Periodic Reporting for period 2 - CHARM (Chemometric histopathology via coherent Raman imaging for precision medicine)
Reporting period: 2023-05-01 to 2024-07-31
CHARM addresses two limitations of digital pathology: first, the need for tissue staining, which is time-consuming and introduces variability between samples, and the inability to measure the tissue molecular composition, which can be crucial to determine tumor subtypes and grades. Our approach reduces the pathologist’s workload by avoiding staining and by including a prescreening performed by the AI agent. The pathologist is provided with a decision tree (allowing interpretability) and a diagnostic report that supports the differentiation between normal and tumor tissue and includes suggestions for cancer type and grade classification. The instrument will offer histopathologists a reliable, fast, and low-cost Clinical Decision Support System for cancer diagnosis and personalized cancer therapy.
Our aim is to develop a Class C (In-Vitro Diagnostic Regulation) medical device consisting of 1) a turnkey low-cost broadband Coherent Raman Scattering microscope (enabled by our patented graphene-based fiber laser technology); 2) an Artificial Intelligence model based on deep learning, statistics, and machine learning. The instrument will offer histopathologists a reliable, fast, and low-cost Clinical Decision Support System for cancer diagnosis and personalized cancer therapy.

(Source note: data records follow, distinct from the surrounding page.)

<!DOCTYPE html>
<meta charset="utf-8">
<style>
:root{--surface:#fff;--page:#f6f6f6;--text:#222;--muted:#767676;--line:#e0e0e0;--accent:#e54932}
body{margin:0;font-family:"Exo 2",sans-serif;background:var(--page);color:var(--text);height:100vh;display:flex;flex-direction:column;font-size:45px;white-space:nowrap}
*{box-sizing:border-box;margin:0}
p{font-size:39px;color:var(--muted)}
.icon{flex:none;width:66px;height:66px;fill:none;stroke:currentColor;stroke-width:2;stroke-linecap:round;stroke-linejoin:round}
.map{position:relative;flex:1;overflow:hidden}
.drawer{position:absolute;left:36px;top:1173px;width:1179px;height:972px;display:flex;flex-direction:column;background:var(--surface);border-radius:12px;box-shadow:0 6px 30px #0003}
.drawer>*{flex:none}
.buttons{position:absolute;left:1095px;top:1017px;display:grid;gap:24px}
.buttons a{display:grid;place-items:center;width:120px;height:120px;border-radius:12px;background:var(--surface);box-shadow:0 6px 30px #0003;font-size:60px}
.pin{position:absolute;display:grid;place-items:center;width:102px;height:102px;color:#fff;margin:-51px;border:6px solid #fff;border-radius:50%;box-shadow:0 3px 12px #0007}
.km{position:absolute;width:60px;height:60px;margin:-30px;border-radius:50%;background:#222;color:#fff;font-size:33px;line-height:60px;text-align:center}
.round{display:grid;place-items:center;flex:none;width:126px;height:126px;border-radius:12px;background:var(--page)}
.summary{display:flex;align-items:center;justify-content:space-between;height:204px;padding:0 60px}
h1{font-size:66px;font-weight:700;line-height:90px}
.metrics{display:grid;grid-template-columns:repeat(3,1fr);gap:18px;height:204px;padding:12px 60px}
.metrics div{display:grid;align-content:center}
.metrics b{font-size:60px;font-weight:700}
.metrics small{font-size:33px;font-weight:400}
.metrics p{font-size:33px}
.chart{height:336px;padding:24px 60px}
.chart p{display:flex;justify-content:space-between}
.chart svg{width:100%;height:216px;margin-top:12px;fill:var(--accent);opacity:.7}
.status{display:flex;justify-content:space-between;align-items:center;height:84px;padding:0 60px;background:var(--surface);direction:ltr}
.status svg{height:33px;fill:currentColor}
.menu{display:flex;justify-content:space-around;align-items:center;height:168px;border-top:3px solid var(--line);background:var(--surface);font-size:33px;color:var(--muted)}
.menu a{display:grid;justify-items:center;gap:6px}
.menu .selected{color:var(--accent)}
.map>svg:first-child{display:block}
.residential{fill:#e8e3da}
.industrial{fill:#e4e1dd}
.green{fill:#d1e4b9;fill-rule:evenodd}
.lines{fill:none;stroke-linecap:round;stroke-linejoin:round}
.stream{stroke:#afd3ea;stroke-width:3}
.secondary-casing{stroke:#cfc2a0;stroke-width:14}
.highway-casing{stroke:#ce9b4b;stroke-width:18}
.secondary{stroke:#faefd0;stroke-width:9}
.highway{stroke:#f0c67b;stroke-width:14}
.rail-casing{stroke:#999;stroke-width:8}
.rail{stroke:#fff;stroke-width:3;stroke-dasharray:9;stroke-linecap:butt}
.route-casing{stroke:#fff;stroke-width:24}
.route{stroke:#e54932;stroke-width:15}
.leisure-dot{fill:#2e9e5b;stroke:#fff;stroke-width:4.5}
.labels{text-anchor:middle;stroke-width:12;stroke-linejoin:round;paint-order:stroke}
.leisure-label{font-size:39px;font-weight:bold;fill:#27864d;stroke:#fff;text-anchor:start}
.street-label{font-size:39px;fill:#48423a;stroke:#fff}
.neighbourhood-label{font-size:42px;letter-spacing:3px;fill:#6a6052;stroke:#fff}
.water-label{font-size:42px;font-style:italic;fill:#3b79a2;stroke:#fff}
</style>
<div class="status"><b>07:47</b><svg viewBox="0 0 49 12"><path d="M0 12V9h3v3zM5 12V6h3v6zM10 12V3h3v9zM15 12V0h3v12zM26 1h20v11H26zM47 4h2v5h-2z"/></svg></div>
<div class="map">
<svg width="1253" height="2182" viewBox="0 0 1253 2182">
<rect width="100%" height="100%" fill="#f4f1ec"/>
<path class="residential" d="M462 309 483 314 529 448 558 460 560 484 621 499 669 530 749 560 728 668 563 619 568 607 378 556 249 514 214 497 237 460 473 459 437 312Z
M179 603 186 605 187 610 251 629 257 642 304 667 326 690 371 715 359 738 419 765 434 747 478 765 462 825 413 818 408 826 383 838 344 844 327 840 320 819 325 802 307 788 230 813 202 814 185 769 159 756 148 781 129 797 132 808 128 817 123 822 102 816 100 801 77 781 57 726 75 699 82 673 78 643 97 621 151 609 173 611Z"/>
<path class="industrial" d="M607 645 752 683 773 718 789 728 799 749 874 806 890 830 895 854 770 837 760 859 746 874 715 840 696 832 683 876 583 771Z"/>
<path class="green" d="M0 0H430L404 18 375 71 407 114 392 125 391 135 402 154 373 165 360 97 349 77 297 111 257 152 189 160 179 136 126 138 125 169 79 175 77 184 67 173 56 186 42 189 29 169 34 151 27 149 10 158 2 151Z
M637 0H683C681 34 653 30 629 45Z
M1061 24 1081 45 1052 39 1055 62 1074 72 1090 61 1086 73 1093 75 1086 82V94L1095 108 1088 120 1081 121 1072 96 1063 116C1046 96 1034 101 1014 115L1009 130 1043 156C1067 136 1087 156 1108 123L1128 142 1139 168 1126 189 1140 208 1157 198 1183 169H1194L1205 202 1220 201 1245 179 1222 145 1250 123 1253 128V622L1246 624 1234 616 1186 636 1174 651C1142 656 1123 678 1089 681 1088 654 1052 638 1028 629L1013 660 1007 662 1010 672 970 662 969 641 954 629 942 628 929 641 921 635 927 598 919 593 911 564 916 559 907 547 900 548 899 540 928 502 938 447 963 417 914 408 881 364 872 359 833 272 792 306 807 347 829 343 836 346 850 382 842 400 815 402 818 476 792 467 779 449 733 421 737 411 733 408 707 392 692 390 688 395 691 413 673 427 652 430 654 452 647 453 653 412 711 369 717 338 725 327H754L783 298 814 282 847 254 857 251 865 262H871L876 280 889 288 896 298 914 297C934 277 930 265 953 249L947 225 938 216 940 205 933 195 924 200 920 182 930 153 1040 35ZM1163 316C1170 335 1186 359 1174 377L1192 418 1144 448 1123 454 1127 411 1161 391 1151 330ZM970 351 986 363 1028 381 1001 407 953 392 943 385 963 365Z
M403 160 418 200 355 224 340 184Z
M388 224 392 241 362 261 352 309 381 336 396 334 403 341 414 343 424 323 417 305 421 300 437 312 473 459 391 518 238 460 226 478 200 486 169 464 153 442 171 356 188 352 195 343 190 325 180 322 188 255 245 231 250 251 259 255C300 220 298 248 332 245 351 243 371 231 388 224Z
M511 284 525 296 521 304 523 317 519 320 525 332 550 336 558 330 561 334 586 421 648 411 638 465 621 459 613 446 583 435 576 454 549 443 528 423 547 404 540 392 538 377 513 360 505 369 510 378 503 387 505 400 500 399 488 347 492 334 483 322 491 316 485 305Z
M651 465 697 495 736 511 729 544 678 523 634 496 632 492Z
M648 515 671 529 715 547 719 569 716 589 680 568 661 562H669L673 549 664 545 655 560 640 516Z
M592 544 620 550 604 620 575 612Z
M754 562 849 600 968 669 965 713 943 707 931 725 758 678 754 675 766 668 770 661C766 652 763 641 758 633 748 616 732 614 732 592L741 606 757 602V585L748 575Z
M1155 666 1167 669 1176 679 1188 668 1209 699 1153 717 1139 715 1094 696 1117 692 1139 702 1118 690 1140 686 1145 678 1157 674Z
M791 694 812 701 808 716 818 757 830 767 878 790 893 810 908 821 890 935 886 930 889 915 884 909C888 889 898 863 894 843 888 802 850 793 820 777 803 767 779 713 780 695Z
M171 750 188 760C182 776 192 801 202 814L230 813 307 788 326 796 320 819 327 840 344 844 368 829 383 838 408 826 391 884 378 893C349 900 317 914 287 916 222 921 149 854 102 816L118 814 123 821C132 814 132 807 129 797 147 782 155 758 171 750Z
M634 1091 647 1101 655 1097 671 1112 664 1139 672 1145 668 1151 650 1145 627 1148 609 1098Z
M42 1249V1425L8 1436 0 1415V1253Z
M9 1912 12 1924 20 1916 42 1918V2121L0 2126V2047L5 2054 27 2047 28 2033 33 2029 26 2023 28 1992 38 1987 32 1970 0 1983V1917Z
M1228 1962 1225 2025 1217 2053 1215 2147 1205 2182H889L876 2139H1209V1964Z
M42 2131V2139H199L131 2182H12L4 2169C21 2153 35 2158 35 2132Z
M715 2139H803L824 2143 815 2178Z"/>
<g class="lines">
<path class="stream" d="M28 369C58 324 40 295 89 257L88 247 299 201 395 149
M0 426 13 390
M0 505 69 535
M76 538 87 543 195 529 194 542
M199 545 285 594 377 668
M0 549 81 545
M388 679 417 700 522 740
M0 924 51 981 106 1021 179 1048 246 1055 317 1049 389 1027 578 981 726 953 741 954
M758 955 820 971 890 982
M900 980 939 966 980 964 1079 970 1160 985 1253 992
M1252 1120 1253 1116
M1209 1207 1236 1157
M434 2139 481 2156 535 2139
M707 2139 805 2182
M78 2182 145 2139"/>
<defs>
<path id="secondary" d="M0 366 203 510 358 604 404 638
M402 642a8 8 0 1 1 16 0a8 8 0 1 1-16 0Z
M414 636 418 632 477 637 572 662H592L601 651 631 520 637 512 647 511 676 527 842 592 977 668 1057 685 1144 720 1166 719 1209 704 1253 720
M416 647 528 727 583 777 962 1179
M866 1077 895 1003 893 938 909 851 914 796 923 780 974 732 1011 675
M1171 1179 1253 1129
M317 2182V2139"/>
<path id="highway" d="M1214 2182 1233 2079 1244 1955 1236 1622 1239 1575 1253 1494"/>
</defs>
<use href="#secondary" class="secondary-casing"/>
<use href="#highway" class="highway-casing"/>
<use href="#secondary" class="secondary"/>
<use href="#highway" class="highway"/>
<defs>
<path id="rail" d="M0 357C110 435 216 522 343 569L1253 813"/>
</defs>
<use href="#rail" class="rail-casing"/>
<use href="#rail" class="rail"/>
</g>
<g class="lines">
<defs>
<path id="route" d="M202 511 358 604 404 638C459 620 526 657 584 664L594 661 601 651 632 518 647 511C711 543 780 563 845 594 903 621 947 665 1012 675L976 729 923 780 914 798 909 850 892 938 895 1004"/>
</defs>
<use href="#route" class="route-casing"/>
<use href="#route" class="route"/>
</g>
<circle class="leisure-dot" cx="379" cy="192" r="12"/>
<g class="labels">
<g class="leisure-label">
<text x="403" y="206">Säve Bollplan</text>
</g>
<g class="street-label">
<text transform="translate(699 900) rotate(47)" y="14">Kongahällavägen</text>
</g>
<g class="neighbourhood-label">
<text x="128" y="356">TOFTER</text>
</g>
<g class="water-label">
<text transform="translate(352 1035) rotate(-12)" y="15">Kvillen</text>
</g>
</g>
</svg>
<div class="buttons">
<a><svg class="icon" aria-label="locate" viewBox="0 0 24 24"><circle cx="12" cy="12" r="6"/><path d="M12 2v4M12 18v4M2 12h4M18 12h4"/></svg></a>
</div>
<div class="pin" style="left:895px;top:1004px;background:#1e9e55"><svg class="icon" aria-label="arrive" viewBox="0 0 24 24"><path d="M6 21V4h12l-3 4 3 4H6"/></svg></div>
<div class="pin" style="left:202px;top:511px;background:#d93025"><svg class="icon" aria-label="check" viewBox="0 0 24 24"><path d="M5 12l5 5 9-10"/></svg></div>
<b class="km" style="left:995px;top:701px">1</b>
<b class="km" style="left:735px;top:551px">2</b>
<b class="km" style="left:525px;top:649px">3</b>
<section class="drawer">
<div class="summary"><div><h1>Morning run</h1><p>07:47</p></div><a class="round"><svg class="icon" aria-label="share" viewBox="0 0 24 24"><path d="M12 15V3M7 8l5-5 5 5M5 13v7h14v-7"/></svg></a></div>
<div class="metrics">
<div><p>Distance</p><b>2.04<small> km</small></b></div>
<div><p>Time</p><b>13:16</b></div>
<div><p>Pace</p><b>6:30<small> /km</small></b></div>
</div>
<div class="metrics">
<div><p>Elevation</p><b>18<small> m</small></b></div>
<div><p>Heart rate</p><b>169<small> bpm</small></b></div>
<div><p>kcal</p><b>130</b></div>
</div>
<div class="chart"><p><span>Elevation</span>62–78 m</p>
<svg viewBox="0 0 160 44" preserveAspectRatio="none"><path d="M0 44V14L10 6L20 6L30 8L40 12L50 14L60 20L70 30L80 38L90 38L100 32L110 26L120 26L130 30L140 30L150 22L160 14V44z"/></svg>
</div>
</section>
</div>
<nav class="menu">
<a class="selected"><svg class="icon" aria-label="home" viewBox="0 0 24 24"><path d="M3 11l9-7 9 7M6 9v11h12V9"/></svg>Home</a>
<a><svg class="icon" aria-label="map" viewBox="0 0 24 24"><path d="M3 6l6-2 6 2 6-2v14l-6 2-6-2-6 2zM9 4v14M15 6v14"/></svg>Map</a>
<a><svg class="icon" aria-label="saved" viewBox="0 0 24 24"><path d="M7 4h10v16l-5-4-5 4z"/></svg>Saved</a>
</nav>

Furthermore, we collected a reference panel of samples from patients with head and neck cancer and several images have been acquired via CORAL. Thanks to this data, we have been able to develop an AI-based model that can virtually stain images to replicate the current appearance of samples used for diagnosis and the training of this model is currently ongoing to boost the results quality.
During CHARM, we will prove the feasibility of Coherent Raman Scattering microscopy for the diagnosis of a representative case: Head and Neck Cancer. When diagnosed early, head and neck cancers can be treated more easily and the chances of survival increase tremendously. However, currently, 2 in 3 of all head and neck cancer patients are diagnosed at an advanced stage. Head and Neck cancer can be used as a model for a larger variety of cancers characterized by field cancerization: esophageal, gastrointestinal, non-melanoma skin, non-small cell lung, and most of the breast cancers.